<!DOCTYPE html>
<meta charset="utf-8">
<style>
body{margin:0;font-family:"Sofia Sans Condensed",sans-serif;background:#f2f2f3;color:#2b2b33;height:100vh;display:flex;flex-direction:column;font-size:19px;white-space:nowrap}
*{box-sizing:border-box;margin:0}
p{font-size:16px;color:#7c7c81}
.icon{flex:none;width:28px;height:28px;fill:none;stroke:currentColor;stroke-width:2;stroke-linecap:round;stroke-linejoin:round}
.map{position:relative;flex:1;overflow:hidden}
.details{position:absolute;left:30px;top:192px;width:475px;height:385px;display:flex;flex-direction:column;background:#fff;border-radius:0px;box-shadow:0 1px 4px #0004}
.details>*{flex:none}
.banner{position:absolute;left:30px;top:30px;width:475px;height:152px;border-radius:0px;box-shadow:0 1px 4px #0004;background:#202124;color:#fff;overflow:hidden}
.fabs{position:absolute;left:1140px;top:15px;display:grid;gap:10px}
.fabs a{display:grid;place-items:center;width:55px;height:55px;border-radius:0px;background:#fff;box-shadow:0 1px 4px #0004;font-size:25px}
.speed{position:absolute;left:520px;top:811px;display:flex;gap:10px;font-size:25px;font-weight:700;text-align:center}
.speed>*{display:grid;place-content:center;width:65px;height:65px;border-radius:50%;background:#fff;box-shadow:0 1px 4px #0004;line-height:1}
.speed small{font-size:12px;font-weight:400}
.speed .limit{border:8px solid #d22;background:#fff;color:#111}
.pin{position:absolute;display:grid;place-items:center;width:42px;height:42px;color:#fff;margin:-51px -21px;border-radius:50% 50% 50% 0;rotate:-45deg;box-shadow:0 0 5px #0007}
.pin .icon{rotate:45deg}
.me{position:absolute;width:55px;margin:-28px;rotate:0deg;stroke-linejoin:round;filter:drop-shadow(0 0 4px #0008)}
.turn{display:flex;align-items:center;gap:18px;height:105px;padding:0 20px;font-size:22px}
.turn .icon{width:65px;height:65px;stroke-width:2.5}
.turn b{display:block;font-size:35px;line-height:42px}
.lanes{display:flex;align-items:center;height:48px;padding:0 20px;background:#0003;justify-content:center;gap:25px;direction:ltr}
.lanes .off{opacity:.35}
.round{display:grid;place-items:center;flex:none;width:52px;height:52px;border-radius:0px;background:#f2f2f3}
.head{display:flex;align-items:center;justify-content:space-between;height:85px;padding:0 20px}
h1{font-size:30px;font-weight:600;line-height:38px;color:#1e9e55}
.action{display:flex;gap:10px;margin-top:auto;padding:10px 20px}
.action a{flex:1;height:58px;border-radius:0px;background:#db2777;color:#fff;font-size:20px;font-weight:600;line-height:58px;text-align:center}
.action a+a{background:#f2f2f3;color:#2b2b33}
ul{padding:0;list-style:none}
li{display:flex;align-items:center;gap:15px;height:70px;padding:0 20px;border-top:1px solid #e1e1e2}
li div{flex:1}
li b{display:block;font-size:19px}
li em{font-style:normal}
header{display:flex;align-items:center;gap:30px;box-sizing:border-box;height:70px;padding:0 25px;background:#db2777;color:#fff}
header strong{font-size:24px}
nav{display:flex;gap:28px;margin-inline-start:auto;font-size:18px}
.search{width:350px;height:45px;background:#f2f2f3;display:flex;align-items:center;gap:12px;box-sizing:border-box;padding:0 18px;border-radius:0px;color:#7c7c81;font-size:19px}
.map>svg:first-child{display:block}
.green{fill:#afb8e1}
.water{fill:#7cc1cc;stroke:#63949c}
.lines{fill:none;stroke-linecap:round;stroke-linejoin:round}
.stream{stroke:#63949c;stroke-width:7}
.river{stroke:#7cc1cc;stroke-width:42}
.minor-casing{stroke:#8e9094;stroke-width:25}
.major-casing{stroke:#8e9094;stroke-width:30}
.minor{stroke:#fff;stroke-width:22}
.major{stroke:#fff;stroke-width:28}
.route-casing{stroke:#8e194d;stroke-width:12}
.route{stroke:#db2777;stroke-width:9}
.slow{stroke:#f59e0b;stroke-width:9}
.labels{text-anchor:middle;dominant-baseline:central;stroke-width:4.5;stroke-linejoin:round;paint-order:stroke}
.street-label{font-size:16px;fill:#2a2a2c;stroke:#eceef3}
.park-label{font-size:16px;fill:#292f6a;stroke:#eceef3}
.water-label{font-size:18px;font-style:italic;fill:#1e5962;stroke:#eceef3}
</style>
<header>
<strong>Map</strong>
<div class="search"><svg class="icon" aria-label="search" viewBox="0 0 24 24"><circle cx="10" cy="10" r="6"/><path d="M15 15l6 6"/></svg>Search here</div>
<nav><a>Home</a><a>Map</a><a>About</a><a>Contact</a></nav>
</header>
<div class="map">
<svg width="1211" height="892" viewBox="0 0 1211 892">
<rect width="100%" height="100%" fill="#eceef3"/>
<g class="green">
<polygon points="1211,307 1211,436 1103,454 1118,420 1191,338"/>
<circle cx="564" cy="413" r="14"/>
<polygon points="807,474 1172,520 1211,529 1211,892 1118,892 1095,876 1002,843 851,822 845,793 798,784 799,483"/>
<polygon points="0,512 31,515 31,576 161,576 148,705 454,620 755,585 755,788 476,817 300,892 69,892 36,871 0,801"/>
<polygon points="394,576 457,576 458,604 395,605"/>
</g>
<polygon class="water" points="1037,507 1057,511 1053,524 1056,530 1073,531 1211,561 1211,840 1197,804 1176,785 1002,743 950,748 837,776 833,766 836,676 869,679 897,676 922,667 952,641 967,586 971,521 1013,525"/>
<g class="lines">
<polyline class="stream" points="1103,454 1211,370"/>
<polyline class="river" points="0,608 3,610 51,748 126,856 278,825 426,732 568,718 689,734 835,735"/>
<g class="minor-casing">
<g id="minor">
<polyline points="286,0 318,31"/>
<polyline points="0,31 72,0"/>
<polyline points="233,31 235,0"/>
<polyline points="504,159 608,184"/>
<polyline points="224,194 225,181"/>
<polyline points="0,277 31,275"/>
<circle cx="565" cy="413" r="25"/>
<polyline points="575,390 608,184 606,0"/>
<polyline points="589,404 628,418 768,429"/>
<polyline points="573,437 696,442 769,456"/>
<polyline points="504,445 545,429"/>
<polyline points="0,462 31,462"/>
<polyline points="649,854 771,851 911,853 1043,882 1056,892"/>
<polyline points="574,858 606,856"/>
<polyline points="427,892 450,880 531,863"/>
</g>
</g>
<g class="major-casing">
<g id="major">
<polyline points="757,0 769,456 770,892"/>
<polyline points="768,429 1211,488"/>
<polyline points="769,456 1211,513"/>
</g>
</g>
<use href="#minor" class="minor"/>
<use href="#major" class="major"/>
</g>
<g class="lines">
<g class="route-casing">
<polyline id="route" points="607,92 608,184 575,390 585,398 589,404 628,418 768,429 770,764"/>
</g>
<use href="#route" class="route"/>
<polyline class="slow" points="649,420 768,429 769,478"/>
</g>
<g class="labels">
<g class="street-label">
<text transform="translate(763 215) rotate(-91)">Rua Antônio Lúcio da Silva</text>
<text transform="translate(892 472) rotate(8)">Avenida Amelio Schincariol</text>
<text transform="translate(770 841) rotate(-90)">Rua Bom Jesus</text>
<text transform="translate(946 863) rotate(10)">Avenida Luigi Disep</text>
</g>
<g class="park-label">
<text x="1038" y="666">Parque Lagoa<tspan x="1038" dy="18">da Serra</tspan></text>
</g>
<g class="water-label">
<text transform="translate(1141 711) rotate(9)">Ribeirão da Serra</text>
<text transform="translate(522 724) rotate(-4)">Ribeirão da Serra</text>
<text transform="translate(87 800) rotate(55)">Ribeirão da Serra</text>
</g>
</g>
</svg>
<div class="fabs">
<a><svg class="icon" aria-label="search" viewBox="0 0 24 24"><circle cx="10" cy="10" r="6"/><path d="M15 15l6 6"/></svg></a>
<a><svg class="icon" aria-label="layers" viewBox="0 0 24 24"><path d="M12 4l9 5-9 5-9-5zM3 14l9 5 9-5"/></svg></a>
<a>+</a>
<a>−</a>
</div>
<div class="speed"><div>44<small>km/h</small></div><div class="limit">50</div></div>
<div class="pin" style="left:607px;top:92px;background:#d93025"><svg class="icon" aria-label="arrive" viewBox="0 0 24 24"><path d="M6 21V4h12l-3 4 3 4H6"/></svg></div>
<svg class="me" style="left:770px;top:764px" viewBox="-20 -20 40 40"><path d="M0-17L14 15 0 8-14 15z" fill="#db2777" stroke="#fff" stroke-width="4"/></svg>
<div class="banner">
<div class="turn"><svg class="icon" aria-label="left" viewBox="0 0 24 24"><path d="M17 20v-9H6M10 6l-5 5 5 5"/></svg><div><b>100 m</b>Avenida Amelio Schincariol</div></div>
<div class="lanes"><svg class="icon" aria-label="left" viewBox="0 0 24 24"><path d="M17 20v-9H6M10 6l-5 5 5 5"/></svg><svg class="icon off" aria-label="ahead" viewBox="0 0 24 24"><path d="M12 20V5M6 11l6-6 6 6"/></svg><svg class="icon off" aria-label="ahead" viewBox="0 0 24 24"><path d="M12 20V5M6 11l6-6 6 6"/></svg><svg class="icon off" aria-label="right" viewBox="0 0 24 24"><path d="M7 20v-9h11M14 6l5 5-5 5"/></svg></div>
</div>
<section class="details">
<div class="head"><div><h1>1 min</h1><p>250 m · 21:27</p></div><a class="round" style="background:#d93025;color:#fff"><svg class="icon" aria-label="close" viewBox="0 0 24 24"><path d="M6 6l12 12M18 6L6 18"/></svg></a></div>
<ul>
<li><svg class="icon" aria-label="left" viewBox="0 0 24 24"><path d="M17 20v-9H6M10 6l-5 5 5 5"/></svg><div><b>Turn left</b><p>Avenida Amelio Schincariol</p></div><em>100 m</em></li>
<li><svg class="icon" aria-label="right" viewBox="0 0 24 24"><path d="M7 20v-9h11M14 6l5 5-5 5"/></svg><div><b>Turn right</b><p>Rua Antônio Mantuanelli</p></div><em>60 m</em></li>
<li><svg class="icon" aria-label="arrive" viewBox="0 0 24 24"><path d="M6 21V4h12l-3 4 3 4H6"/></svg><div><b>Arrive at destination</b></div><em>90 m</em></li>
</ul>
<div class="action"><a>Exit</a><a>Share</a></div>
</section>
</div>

Work required:
Among the records above, which lines hold the word "casing"? Copy each one.

Result for this exercise:
.minor-casing{stroke:#8e9094;stroke-width:25}
.major-casing{stroke:#8e9094;stroke-width:30}
.route-casing{stroke:#8e194d;stroke-width:12}
<g class="minor-casing">
<g class="major-casing">
<g class="route-casing">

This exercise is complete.